I’ve started dipping into fellow MUBA shortlister Justin Heazlewood’s Funemployed, and I’m already inspired by every other page. It’s also surprisingly touching and, again, wonderfully wordplayful.
Finally, I’m catching up on some old half-read issues of The Lifted Brow and bit-by-bit enjoying the wonderful Knack, by Canberra’s own rip publishing. It’s the first book I’ve both read and listened to off a USB, and it feels retro-futuristic and it’s flippin’ excellent.
What was the last great reading, writing, publishing event you went to?
Well, there was the evening of the MUBAs at the Wheeler Centre, which had a wonderful vibe and is kind of unbeatable! Besides that, I recently went along to a panel called ‘The Art of Memoir’ at Ainslie and Gorman Arts Centre, organised by the ACT Writers Centre. I think the reason it was so great was the diverse, Canberran, all-women panel, reading their work and discussing all things memoir in great depth. It’s not a genre I’ve normally focused on, but it got me mega-intrigued.

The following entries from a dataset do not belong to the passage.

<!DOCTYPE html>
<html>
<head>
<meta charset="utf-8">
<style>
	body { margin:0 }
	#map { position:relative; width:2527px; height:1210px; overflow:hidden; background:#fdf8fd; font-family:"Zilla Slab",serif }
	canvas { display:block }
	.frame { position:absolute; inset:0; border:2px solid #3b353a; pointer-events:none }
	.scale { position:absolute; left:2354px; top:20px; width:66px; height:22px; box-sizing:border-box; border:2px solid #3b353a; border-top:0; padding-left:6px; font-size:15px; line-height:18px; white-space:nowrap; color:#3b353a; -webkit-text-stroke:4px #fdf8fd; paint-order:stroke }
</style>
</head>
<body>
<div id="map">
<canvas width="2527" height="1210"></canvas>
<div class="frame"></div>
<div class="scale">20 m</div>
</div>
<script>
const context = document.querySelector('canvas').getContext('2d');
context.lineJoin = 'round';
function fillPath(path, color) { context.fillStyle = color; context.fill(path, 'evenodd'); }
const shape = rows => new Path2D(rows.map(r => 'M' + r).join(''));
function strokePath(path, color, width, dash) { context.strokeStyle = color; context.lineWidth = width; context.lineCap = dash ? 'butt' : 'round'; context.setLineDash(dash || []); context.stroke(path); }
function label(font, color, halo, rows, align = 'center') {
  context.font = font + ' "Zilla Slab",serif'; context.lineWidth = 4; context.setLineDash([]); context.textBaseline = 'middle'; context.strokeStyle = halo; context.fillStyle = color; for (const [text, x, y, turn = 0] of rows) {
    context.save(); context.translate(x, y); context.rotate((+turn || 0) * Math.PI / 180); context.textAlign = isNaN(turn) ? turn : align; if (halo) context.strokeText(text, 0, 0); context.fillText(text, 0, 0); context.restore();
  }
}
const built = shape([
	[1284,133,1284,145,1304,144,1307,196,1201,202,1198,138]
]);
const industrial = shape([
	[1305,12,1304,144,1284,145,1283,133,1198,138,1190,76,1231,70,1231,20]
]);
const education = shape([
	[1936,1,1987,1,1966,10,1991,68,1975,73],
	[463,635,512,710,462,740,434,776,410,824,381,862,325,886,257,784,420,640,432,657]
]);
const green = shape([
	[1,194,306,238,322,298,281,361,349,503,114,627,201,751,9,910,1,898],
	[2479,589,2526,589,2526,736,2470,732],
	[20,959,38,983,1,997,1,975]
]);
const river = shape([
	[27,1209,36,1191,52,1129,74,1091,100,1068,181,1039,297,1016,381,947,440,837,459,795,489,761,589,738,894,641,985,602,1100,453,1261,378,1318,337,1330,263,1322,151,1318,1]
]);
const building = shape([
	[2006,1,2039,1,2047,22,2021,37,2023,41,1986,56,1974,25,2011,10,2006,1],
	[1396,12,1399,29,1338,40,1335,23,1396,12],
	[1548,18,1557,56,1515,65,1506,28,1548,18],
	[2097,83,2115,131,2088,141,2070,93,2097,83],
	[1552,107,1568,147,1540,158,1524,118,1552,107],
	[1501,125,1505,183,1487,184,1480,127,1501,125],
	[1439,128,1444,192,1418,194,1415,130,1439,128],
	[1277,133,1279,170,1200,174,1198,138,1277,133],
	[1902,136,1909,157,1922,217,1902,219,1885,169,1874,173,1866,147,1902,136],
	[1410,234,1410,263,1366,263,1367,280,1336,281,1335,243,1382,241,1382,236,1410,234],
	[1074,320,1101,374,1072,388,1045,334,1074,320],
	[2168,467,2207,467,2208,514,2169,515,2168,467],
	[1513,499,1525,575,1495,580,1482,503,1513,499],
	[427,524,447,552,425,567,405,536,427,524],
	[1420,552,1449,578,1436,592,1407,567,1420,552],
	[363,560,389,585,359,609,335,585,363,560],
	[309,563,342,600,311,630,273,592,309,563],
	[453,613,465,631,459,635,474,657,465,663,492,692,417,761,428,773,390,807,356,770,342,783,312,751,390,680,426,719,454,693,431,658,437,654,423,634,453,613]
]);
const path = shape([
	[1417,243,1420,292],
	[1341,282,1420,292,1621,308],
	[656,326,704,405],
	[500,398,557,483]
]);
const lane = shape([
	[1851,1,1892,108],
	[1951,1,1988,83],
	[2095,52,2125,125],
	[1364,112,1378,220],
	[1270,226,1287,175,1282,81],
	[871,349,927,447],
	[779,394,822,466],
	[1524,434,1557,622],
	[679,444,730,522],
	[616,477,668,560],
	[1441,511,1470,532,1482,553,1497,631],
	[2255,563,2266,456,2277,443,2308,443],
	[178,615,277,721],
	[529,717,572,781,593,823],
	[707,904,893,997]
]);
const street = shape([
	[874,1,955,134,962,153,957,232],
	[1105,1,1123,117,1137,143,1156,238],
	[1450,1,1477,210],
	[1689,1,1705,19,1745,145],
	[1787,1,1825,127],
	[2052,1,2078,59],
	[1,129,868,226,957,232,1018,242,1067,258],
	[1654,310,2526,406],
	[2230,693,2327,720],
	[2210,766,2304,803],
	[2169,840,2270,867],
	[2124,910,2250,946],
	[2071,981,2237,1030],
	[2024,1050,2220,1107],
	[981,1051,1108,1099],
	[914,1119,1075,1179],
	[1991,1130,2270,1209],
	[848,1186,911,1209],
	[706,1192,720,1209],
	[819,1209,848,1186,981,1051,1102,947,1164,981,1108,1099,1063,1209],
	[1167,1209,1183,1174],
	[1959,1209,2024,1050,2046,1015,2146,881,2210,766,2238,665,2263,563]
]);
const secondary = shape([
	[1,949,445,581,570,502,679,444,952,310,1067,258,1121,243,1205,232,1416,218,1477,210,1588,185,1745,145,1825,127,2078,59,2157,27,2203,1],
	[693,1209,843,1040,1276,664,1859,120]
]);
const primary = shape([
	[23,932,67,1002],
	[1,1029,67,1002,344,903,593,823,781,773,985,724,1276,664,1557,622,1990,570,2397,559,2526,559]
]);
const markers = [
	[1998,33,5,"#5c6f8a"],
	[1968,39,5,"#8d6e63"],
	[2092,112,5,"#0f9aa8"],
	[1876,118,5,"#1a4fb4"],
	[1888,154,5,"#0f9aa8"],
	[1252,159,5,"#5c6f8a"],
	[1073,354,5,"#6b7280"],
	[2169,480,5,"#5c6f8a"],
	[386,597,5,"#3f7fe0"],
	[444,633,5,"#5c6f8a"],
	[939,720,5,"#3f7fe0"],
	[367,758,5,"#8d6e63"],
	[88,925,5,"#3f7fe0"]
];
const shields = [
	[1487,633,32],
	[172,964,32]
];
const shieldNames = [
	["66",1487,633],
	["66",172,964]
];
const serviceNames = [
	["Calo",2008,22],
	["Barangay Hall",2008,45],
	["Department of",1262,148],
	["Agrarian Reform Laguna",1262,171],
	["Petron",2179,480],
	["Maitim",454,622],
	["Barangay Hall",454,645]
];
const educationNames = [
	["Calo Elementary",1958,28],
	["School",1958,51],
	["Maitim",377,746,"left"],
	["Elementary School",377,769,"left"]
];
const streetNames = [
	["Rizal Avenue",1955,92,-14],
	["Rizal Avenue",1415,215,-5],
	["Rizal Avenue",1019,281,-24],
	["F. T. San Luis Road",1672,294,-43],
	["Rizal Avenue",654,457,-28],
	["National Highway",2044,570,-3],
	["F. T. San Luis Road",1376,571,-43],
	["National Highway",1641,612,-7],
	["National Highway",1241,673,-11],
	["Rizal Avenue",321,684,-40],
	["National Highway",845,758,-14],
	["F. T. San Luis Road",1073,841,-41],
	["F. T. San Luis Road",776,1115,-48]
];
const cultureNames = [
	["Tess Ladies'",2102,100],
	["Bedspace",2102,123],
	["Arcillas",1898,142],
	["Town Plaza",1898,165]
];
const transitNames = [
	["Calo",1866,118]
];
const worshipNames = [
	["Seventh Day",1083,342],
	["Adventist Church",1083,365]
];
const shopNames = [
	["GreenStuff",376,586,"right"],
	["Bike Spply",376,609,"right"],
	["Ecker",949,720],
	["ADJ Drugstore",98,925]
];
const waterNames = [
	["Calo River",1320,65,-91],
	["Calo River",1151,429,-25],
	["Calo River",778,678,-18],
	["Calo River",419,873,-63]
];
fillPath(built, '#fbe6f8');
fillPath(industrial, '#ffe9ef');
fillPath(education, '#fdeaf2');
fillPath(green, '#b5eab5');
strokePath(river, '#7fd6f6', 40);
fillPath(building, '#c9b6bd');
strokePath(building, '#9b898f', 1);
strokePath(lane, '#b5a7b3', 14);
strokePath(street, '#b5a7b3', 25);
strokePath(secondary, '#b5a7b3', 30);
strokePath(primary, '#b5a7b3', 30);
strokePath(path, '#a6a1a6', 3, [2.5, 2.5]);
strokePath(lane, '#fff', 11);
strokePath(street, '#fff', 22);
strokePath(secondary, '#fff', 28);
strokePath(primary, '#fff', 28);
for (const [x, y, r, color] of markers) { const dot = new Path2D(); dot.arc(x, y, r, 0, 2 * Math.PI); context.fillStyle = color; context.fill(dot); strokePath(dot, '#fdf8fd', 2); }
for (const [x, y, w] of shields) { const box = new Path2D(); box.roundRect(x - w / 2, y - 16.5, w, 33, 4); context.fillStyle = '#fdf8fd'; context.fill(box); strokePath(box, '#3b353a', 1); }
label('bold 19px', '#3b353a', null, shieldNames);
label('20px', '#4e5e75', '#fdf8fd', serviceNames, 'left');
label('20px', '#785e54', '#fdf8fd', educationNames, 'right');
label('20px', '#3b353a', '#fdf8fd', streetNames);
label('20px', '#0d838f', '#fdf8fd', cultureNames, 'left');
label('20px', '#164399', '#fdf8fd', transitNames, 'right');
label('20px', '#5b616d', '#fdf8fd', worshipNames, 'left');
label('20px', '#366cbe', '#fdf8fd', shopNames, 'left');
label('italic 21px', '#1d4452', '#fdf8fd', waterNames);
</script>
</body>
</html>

What have been some projects you’ve really enjoyed working on?
I just really love editing, so working on The Grapple Annual No. 1 has to be near the top of my list now that it’s done. That’s not to mention the response and the MUBA it received! Besides that, working with a team of producers for the inaugural Noted Festival was great fun and thoroughly satisfying, albeit overwhelming at times. And just about everything I’ve done with Scissors Paper Pen has been amazing, from making zines to coordinating evenings, and the times where I’ve seen these projects have a tangible benefit for young writers made it worth it 1000 times.
What are you currently working on?
The Grapple Annual No. 2! And an enewsletter. And plans for 2016 and beyond.
What is the next release you have planned? When is it coming out? How can I get a copy of it?
Again, that’d be The Grapple Annual No. 2. I can tell you now, it’s full of good stuff, including heaps of excellent comics and visual art, not to mention all the other amazing stories and poems and other date-based wonders.
A switch to full-time work and other life matters means it has happened slower than I’d hoped, so it won’t be out in 2015, but we should have it out before Chinese New Year. Early 2016! Still Annual, I swear! We hope to have orders via our website soon, and we’ll get it out to some good indie bookshops ASAP also.